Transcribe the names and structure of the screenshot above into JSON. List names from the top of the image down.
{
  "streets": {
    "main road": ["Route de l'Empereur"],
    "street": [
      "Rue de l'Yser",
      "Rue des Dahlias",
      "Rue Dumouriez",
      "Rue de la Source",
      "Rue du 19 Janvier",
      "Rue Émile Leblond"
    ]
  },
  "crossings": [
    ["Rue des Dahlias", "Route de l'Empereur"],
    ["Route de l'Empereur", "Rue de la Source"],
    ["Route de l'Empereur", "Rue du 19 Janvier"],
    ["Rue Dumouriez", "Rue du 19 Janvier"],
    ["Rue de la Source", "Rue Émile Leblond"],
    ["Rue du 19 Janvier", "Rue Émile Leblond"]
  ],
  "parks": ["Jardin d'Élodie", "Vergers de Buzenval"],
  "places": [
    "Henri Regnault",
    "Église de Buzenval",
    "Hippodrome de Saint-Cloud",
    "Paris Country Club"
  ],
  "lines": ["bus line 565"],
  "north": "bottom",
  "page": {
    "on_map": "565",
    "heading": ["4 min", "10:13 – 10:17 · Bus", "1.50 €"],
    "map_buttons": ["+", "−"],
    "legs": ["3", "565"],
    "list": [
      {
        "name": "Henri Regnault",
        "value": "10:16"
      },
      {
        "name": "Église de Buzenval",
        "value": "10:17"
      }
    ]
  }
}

Problem to work on —
A single number is the expected answer: how many lines of the entries contain "Buzenval".

Solution to the problem —
3